“We Apologize For The Inconvience” by Crad Kilodney

April 30, 2008

A disturbing trend in our society is the increasing frequency of “inconviences.”  One can hardly go into a store — even a very reputable one — without being inconvienced.  There it is in black and white (or whatever colour of crayon is used by the management): “We Apologize For The Inconvience.”

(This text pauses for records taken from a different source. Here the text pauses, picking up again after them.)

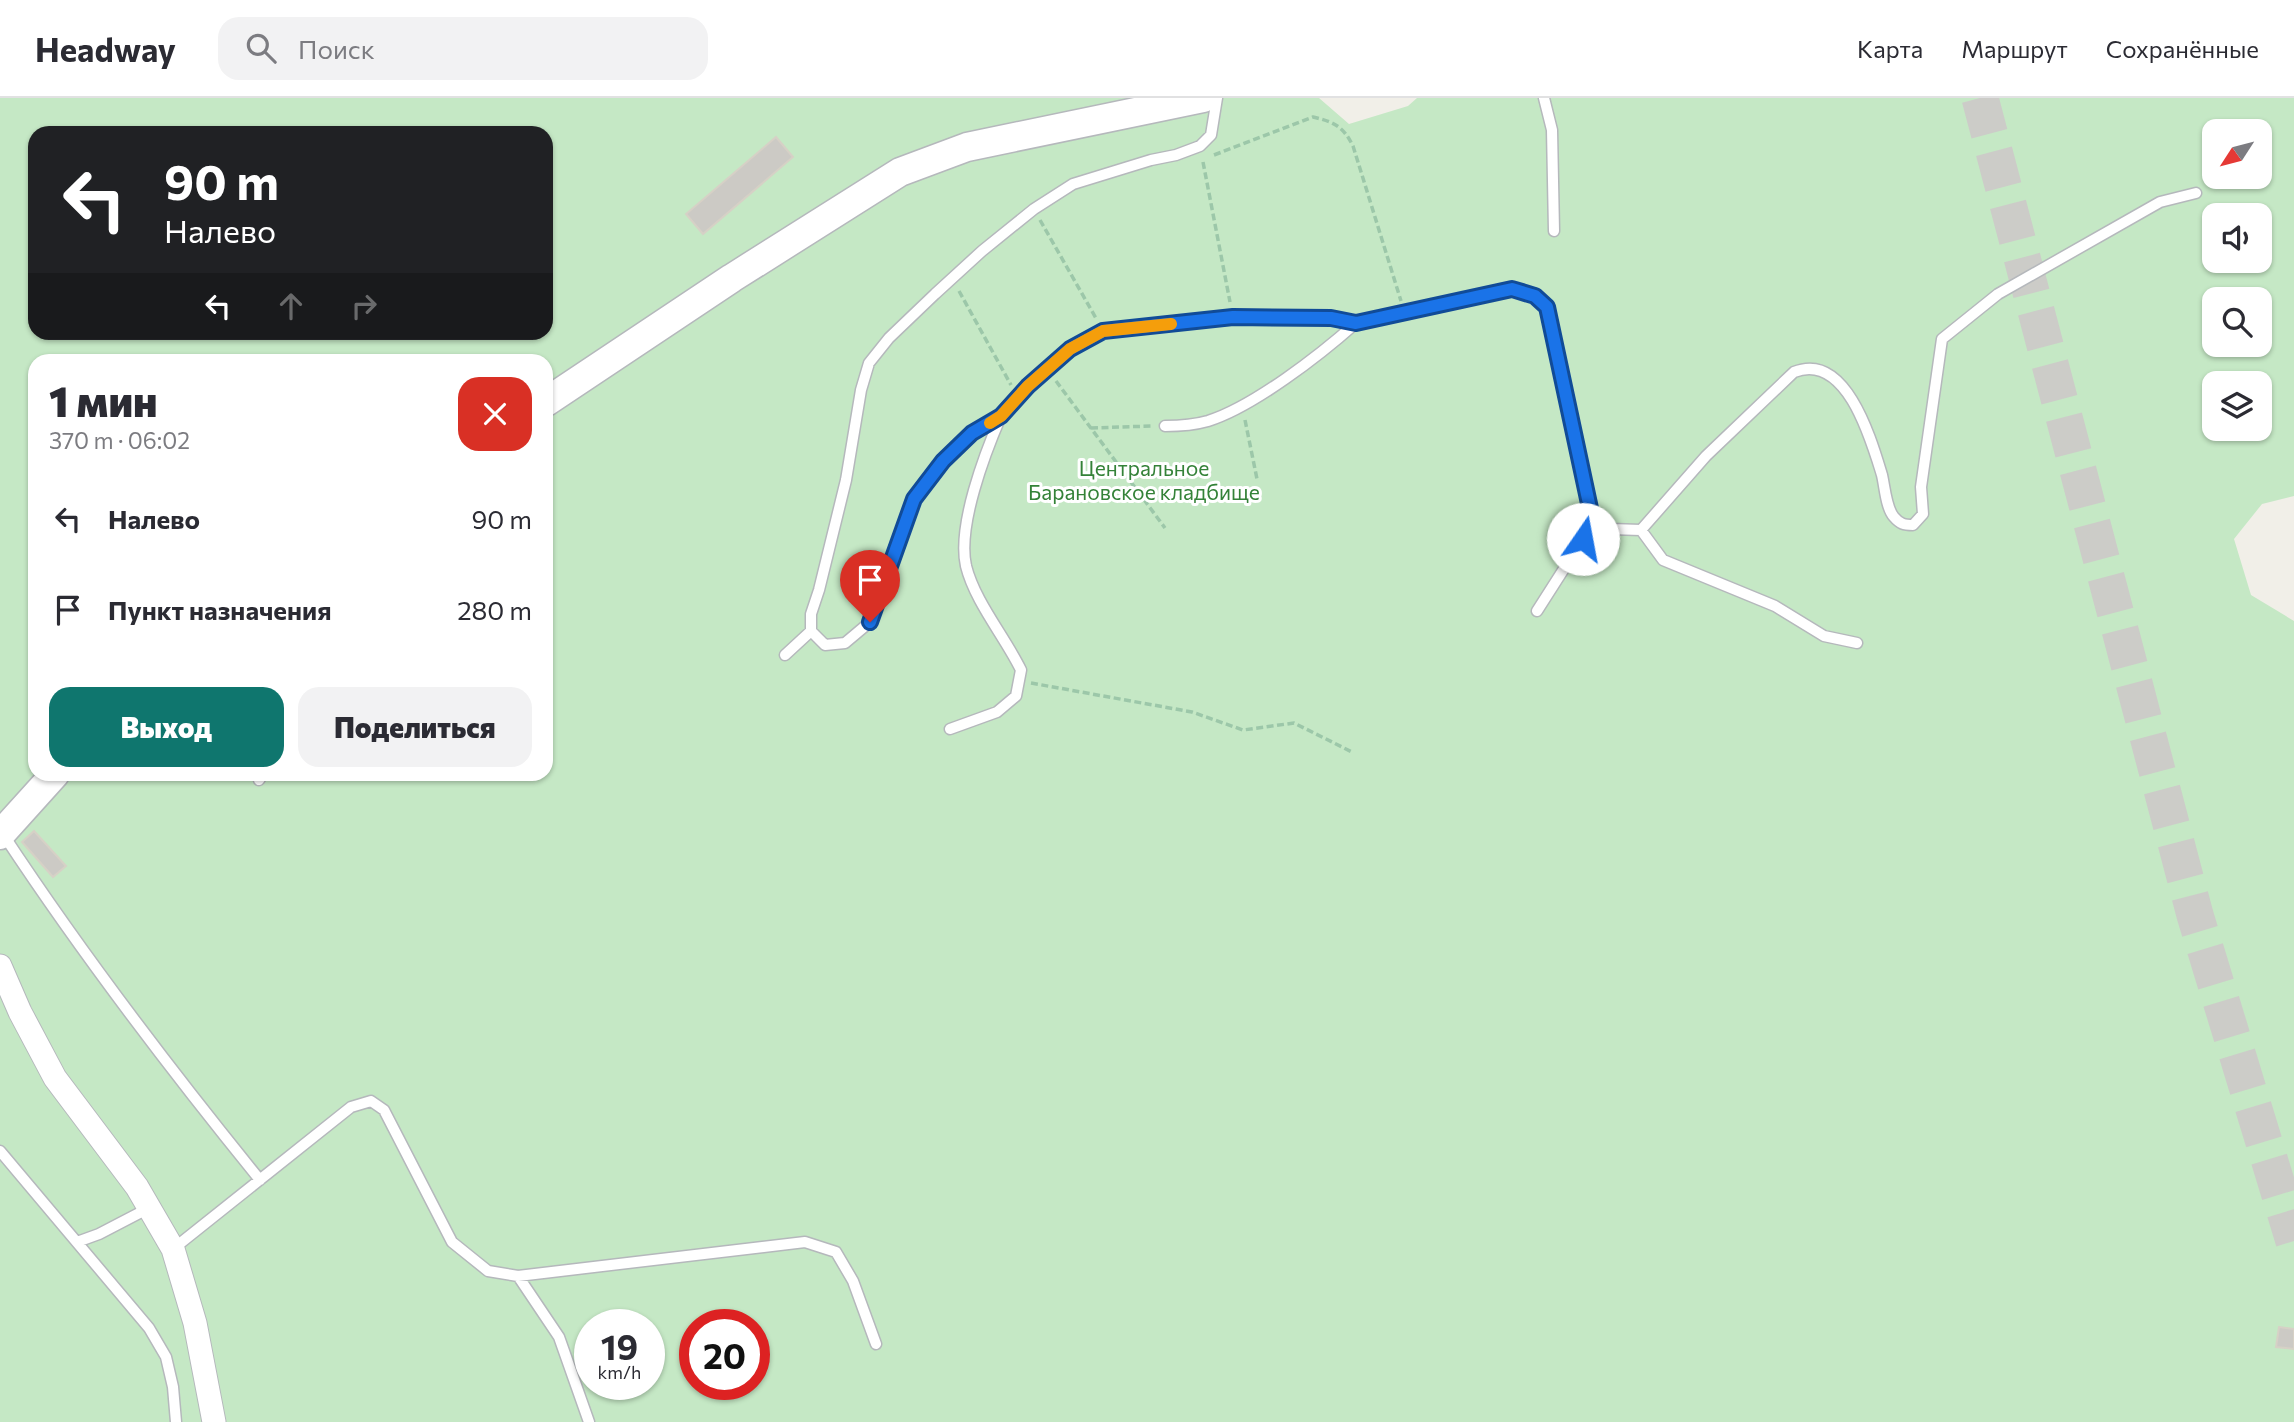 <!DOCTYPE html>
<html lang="ru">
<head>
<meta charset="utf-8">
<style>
	:root { --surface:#fff; --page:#f2f2f3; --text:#2b2b33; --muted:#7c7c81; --line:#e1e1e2; --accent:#0f766e }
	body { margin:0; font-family:Commissioner,sans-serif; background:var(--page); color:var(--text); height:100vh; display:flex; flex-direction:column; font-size:26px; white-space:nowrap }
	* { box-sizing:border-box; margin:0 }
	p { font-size:23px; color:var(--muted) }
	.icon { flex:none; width:38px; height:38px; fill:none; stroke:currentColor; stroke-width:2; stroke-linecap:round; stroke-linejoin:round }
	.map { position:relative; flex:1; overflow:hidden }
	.side { position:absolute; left:28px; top:256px; width:525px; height:427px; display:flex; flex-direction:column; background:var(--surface); border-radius:21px; box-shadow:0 2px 5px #0004 }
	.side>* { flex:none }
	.hud { position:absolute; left:28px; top:28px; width:525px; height:214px; border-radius:21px; box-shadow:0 2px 5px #0004; background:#202124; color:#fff; overflow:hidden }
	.needle { width:46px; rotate:234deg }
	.tools { position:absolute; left:2202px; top:21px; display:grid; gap:14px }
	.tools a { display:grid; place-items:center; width:70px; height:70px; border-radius:14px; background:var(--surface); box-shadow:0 2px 5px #0004; font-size:35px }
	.speed { position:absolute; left:574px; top:1211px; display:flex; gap:14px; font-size:35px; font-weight:700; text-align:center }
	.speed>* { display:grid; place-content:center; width:91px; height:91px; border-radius:50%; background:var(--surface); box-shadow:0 2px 5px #0004; line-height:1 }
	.speed small { font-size:18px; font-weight:400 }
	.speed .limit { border:10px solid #d22; background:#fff; color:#111 }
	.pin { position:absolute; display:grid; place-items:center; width:60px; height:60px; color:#fff; margin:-72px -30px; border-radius:50% 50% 50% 0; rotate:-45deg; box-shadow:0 0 7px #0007 }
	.pin .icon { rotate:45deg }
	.me { position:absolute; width:77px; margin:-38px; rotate:12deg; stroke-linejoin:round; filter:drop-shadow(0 0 5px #0008) }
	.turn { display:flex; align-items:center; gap:24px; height:147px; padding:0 21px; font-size:32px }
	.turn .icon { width:91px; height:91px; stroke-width:2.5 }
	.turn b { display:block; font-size:49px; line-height:60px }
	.lanes { display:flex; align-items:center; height:66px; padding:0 21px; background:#0003; justify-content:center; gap:35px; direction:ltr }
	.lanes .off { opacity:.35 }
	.round { display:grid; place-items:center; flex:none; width:74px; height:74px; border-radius:21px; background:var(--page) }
	.overview { display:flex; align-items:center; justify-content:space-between; height:119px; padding:0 21px }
	h1 { font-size:42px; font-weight:800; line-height:52px }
	.cta { display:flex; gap:14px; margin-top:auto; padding:14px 21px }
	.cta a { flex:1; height:80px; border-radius:21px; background:var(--accent); color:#fff; font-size:28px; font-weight:800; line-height:80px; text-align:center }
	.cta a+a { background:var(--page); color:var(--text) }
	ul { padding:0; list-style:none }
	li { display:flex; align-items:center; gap:21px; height:91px; padding:0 21px }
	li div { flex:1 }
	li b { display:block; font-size:26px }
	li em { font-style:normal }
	header { display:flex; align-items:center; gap:42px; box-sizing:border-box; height:98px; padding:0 35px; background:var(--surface); border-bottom:2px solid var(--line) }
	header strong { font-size:33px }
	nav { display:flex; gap:38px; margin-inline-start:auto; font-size:24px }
	.search { width:490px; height:63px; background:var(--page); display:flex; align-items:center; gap:18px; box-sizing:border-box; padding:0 24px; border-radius:21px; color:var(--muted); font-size:26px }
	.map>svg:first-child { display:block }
</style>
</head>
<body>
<header>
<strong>Headway</strong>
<div class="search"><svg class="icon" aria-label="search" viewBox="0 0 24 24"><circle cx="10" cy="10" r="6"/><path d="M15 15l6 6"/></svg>Поиск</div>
<nav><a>Карта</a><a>Маршрут</a><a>Сохранённые</a></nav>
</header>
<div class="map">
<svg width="2294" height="1324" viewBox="0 0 2294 1324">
	<rect width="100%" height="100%" fill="#f1efe8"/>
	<path fill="#c5e8c5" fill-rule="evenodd" d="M0,0H1319L1349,26L1408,8L1417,0H2294V398L2262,406L2234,441L2251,497L2294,523V1324H0ZM2214,33H2259V79H2214ZM35,35H546V234H35ZM2214,117H2259V163H2214ZM2214,201H2259V247H2214ZM35,262H546V676H35ZM2214,285H2259V331H2214ZM590,1227H649V1286H590ZM695,1227H754V1286H695Z"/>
	<path fill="#cccac5" stroke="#d6d1c6" stroke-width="2" d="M776,39L793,59L703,136L686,116Z
		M34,733L66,768L53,779L22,744Z
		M2279,1229L2294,1231V1251L2276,1249Z"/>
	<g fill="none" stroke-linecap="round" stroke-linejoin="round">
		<path stroke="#ccccc8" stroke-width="37" stroke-dasharray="37 18" stroke-linecap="butt" d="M1980,0L2195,817L2294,1143"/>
		<defs>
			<path id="service" d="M1217,0L1211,37L1200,48L1176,57L1151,62L1073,86L1034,111L982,153L935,196L889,240L869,265L861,292L846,382L819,492L811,516V533L825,547L845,545L870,524L914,401L943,363L972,335L1001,318L1028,288L1071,251L1103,233L1233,219L1331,220L1356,225L1406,216L1512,191L1535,198L1547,209L1591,415L1610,431L1641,432L1706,358L1794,274C1846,253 1871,341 1882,377C1885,390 1886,410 1894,419C1900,426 1904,427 1913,427L1923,416L1921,389L1942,241L1998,196L2160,104L2196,95
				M1544,0L1552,32L1554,133
				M1165,328C1180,328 1194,327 1208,323C1253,309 1320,257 1356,225
				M1641,432L1663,462L1775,508L1824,538L1857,545
				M1537,513L1583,441L1591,415
				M785,557L811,533
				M950,631L997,614L1016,598L1021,572C1005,539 975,504 966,468C957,428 985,355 1001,318
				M259,682L263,676
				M3,736C82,856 169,970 260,1082
				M0,1053L149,1230L166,1259L173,1289L176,1324
				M77,1144L99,1136L149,1110
				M173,1151L351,1009L371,1003L384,1012L452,1144L488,1173L518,1178L805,1144L836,1154L853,1183L876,1246
				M518,1178L559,1239L589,1324"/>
			<path id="minor" d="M0,868L20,914L55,980L137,1089L173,1151L195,1225L214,1324"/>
			<path id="tertiary" d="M546,304L732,180L900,74L967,49L1203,0
				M0,737L55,676"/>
		</defs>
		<use href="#service" stroke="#b5b8bc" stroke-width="13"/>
		<use href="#minor" stroke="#b5b8bc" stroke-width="25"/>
		<use href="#tertiary" stroke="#b5b8bc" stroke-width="31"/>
		<path stroke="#9cc7a9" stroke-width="3.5" stroke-dasharray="7 3.5" stroke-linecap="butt" d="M1214,57L1313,19C1334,24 1343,28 1353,48L1401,203
			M1203,64L1230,204
			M1040,122L1097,222
			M959,193L1011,287
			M1056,283L1165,430
			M1245,322L1257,381
			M1091,330L1152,328
			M1031,585L1192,614L1243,632L1294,625L1352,654"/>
		<use href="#service" stroke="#fff" stroke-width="10"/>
		<use href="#minor" stroke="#fff" stroke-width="23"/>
		<use href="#tertiary" stroke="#fff" stroke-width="28"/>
	</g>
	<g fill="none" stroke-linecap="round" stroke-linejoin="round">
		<defs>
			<path id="route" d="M870,524L914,401L943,363L972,335L1001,318L1028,288L1070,251L1103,233L1233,219L1331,220L1356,225L1512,191L1535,198L1547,209L1591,415L1583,441"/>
		</defs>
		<use href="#route" stroke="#114b97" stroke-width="18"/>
		<use href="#route" stroke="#1a73e8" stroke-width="12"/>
		<path stroke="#f59e0b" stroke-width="12" d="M990,325L1001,318L1028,288L1070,251L1103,233L1171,226"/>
	</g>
	<g text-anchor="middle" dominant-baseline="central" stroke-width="6" stroke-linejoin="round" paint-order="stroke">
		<g font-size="21" fill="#348238" stroke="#fff">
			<text x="1144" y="369">Центральное<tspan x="1144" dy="24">Барановское кладбище</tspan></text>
		</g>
	</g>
</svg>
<div class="tools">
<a><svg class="needle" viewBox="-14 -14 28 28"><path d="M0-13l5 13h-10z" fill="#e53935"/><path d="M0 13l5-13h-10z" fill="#7c7c81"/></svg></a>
<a><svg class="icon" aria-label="sound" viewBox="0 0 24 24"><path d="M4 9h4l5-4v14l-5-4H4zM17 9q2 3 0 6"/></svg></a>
<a><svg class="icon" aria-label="search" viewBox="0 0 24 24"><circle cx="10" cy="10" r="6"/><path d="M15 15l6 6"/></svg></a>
<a><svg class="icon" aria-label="layers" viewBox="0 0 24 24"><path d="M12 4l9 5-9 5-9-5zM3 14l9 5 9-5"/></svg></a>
</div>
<div class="speed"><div>19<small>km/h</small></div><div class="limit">20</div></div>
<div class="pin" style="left:870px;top:524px;background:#d93025"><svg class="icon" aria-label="arrive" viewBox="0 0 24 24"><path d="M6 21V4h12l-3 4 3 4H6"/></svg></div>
<svg class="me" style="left:1583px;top:441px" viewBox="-20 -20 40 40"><circle r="19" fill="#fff"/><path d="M0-13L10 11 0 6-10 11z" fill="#1a73e8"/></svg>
<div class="hud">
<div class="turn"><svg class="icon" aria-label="left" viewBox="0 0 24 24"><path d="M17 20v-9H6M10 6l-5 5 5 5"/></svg><div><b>90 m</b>Налево</div></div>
<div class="lanes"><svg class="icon" aria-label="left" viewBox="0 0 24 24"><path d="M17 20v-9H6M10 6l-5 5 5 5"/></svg><svg class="icon off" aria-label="ahead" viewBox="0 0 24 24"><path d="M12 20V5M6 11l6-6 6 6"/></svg><svg class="icon off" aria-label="right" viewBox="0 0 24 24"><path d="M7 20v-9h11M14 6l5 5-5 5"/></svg></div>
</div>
<section class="side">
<div class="overview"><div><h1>1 мин</h1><p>370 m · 06:02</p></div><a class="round" style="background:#d93025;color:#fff"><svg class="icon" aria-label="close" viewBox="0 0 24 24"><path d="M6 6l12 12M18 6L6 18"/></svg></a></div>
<ul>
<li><svg class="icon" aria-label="left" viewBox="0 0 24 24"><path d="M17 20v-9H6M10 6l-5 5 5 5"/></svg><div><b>Налево</b></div><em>90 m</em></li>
<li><svg class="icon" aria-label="arrive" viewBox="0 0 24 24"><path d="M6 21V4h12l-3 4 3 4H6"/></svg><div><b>Пункт назначения</b></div><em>280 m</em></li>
</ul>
<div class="cta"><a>Выход</a><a>Поделиться</a></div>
</section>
</div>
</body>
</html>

An “inconvience” is not to be confused with an “inconvenience.”  We all know what an inconvenience is.  Some examples:
1. The store is closed for the taking of inventory.
2. The little gizmo you swipe your credit or debit card in is not working.
3. The door is out of order.  (It may look perfectly in order, but if they say it’s out of order, don’t dispute it.  Merchants have the legal right to declare doors out of order.)
4. The item you were looking for is out of stock, and it cannot be re-ordered because the government has just banned it.
5. Today is a holiday.  (Please come back tomorrow.  Why aren’t you at home with your family?)
6. The only person who can run the store has died.  (You can come back day after day indefinitely if you’re that heartless.  You’ve got a lot of nerve expecting us to be there while we’re grieving.)
7. The landlord has locked the premises for non-payment of rent.  (Call 555-8822 for further information, which will not be available.)
There are highly evolved rules of etiquette that govern inconveniences, and if you abide by them, you will be all right, and society will not collapse.
(Note: a long line is not considered an inconvenience.  You’re supposed to bring something to read.)
An “inconvience” is something far more sinister.  It is an attack on civilization itself — on all its institutions and, even worse, on me personally.
When a merchant puts up a sign apologizing for an “inconvience,” you can be sure he is insincere.  I have complained about inconviences many times, to no avail.  No matter how many times I return to check, the inconvience remains unrectified.  Such merchants are fiends, criminals, and probably terrorists as well.
I don’t even want to talk about more terrible things, like “incoviances,” “inconvieniances,” “inconnivances,” “inconviantces,” “imcomvinces,” “incontinences,” or “imbroglios.”  If you spot one, just walk out immediately and try not to think about what is going on in the back room.